Work to complete
One line at a time, check the entries below for the word "search", and copy each line that has it.

Supplied entries

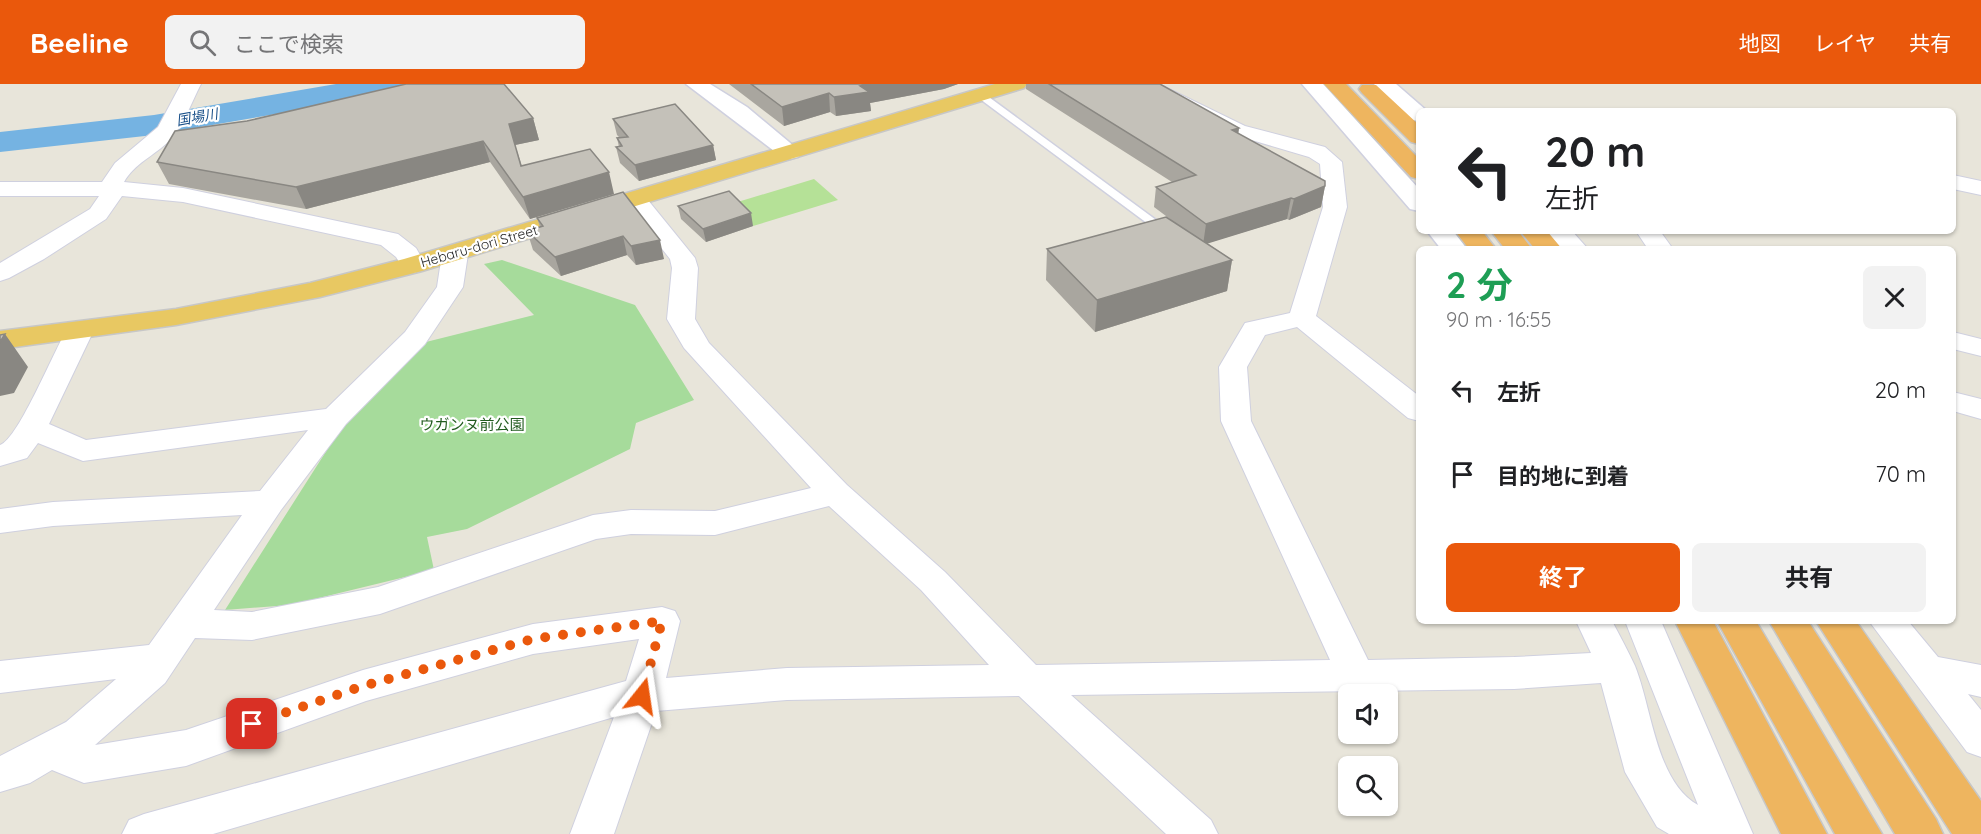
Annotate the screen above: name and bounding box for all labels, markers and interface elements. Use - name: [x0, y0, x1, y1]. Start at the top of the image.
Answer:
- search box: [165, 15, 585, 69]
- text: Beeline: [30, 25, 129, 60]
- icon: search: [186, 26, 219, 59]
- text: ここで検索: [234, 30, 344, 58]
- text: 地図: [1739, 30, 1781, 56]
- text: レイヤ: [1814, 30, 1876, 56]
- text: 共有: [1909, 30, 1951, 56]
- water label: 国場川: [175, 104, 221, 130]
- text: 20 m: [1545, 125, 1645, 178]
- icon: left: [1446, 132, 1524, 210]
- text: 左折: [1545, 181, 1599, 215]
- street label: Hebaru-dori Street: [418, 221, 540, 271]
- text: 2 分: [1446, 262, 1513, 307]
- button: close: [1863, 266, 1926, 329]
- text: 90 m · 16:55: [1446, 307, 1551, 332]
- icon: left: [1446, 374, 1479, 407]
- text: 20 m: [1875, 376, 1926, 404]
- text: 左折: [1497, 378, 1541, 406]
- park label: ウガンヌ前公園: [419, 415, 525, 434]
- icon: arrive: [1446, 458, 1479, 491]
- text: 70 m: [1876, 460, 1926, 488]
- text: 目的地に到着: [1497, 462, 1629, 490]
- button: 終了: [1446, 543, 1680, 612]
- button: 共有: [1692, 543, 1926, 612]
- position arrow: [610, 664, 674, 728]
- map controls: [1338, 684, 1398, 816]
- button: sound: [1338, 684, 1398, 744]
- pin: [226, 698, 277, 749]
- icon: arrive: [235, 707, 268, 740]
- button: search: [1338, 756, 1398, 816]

Answer
- search box: [165, 15, 585, 69]
- icon: search: [186, 26, 219, 59]
- button: search: [1338, 756, 1398, 816]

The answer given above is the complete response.